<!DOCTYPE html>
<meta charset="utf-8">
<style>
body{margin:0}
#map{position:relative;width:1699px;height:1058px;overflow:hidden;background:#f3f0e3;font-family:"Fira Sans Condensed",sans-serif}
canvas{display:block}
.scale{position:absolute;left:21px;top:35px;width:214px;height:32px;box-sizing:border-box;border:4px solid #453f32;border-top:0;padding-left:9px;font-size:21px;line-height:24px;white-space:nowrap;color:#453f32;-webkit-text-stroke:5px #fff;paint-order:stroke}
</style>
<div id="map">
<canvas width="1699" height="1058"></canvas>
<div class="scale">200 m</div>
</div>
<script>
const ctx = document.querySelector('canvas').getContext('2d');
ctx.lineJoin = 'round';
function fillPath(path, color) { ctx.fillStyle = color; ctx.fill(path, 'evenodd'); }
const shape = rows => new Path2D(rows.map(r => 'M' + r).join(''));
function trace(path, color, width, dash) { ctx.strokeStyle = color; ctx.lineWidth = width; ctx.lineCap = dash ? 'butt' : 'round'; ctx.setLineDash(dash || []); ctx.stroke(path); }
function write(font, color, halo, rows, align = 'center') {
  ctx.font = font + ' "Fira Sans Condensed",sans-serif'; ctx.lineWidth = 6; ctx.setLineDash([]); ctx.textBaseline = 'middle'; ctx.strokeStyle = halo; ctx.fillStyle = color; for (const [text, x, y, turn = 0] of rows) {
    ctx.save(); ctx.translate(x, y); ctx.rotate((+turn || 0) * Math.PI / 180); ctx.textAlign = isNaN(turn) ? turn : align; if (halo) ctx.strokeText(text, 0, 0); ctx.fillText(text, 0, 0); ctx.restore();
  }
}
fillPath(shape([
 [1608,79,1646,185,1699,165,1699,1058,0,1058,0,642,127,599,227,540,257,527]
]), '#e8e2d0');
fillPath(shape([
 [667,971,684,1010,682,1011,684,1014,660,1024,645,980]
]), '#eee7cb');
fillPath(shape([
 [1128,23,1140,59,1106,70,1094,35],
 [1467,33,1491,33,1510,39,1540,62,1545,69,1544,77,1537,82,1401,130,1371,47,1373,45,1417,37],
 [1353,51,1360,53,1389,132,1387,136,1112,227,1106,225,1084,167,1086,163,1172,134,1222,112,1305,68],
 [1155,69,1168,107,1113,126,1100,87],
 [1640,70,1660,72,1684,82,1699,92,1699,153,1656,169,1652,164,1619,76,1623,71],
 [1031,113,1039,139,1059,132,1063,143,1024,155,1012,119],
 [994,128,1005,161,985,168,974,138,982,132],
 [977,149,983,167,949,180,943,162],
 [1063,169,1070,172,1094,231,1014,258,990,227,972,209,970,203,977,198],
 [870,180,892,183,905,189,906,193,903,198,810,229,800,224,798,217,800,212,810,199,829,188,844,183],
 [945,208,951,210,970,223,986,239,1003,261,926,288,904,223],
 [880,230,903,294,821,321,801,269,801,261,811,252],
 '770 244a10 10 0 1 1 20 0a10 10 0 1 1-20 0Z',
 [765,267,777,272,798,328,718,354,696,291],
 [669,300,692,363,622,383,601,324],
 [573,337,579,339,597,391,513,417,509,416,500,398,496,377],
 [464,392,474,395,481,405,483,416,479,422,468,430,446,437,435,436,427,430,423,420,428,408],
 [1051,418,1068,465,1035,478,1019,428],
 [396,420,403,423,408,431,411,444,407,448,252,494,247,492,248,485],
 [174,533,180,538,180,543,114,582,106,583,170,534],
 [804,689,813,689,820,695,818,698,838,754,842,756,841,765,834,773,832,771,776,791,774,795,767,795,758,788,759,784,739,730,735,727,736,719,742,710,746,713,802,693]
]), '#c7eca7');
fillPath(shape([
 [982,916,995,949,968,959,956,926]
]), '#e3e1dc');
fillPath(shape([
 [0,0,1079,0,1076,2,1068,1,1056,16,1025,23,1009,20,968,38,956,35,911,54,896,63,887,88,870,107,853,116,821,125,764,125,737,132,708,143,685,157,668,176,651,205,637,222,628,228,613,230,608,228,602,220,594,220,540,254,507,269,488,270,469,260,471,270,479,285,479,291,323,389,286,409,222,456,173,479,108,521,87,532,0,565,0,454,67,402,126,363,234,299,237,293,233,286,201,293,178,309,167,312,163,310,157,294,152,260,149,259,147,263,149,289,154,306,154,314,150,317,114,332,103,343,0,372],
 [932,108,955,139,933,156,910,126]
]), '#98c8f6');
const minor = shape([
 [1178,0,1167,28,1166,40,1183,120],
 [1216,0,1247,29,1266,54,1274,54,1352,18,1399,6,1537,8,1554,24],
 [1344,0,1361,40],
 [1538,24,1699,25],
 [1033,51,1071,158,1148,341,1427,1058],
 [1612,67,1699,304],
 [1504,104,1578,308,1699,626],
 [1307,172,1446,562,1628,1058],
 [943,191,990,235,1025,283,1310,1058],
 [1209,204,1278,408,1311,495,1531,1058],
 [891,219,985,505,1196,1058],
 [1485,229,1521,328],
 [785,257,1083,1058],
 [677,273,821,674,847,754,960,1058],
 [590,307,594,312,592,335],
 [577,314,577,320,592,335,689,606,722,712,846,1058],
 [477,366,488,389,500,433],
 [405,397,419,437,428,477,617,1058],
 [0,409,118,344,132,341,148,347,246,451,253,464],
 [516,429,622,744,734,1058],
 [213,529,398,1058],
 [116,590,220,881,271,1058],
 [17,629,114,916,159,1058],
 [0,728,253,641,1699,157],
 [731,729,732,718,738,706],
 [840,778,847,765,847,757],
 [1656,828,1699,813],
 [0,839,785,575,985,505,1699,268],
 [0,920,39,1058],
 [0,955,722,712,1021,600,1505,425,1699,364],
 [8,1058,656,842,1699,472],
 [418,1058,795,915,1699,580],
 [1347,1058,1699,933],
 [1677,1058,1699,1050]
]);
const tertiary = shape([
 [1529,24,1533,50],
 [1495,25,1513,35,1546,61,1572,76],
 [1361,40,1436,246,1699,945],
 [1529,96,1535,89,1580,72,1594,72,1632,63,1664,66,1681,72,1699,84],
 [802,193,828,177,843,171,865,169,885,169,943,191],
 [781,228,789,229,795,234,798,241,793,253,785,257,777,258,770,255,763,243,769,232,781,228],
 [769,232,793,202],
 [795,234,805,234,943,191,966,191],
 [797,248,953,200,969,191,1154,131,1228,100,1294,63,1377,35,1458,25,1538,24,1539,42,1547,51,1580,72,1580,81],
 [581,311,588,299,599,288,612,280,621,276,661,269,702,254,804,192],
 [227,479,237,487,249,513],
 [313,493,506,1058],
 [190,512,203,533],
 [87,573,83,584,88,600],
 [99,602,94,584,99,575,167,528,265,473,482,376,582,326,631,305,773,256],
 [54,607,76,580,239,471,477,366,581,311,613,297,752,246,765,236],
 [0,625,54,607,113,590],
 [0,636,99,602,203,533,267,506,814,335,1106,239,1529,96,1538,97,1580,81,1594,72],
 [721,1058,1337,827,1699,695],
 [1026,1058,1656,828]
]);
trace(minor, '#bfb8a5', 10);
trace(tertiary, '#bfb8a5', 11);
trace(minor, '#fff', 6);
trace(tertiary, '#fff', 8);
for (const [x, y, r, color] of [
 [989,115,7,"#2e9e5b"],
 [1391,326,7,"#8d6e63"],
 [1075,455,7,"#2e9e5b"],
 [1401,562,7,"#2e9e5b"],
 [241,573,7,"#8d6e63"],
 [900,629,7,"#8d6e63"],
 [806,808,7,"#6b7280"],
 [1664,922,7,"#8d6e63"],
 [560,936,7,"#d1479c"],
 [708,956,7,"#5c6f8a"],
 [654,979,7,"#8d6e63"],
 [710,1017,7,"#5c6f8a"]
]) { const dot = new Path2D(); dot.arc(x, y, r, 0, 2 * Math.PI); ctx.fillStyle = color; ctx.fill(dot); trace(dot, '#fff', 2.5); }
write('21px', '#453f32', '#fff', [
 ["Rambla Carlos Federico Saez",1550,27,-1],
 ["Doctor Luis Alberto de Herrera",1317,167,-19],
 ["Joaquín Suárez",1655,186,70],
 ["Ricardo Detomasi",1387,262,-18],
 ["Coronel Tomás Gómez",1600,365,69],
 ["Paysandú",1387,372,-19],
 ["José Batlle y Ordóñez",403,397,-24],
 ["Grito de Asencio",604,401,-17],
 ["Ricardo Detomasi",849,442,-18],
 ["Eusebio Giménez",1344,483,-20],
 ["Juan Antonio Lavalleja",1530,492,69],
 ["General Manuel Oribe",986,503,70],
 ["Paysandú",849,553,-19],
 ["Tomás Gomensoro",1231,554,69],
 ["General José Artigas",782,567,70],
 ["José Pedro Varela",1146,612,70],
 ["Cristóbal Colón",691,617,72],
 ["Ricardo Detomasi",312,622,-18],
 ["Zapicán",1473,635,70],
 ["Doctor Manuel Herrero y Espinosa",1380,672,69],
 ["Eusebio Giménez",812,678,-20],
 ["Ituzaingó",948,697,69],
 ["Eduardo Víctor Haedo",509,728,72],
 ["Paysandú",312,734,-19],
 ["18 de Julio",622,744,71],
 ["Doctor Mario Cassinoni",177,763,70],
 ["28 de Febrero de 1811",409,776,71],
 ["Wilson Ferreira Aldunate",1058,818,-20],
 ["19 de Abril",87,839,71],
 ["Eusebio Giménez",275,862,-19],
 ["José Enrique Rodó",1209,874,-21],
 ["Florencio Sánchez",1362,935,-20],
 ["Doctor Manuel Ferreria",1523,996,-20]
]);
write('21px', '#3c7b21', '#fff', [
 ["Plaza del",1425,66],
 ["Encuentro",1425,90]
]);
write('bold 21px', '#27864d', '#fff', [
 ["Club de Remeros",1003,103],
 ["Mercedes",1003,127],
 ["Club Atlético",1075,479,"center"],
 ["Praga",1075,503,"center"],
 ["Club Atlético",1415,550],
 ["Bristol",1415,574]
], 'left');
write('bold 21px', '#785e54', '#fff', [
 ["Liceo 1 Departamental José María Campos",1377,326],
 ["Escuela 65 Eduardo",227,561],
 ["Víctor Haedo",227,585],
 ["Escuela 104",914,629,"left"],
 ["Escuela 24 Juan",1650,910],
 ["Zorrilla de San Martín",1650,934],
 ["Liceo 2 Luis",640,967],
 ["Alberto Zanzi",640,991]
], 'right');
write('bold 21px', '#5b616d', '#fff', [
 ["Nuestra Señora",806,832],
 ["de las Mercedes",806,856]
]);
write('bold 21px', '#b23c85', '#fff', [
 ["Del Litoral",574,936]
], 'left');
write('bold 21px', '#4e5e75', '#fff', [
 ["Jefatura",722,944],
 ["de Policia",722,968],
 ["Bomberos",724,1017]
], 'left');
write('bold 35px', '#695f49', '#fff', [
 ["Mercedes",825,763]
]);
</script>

⁂

**PROBLEM STATEMENT**
Give the count of lines that hold the word "Giménez" in the listing above, with no other text.

**FINISHED EXERCISE**
3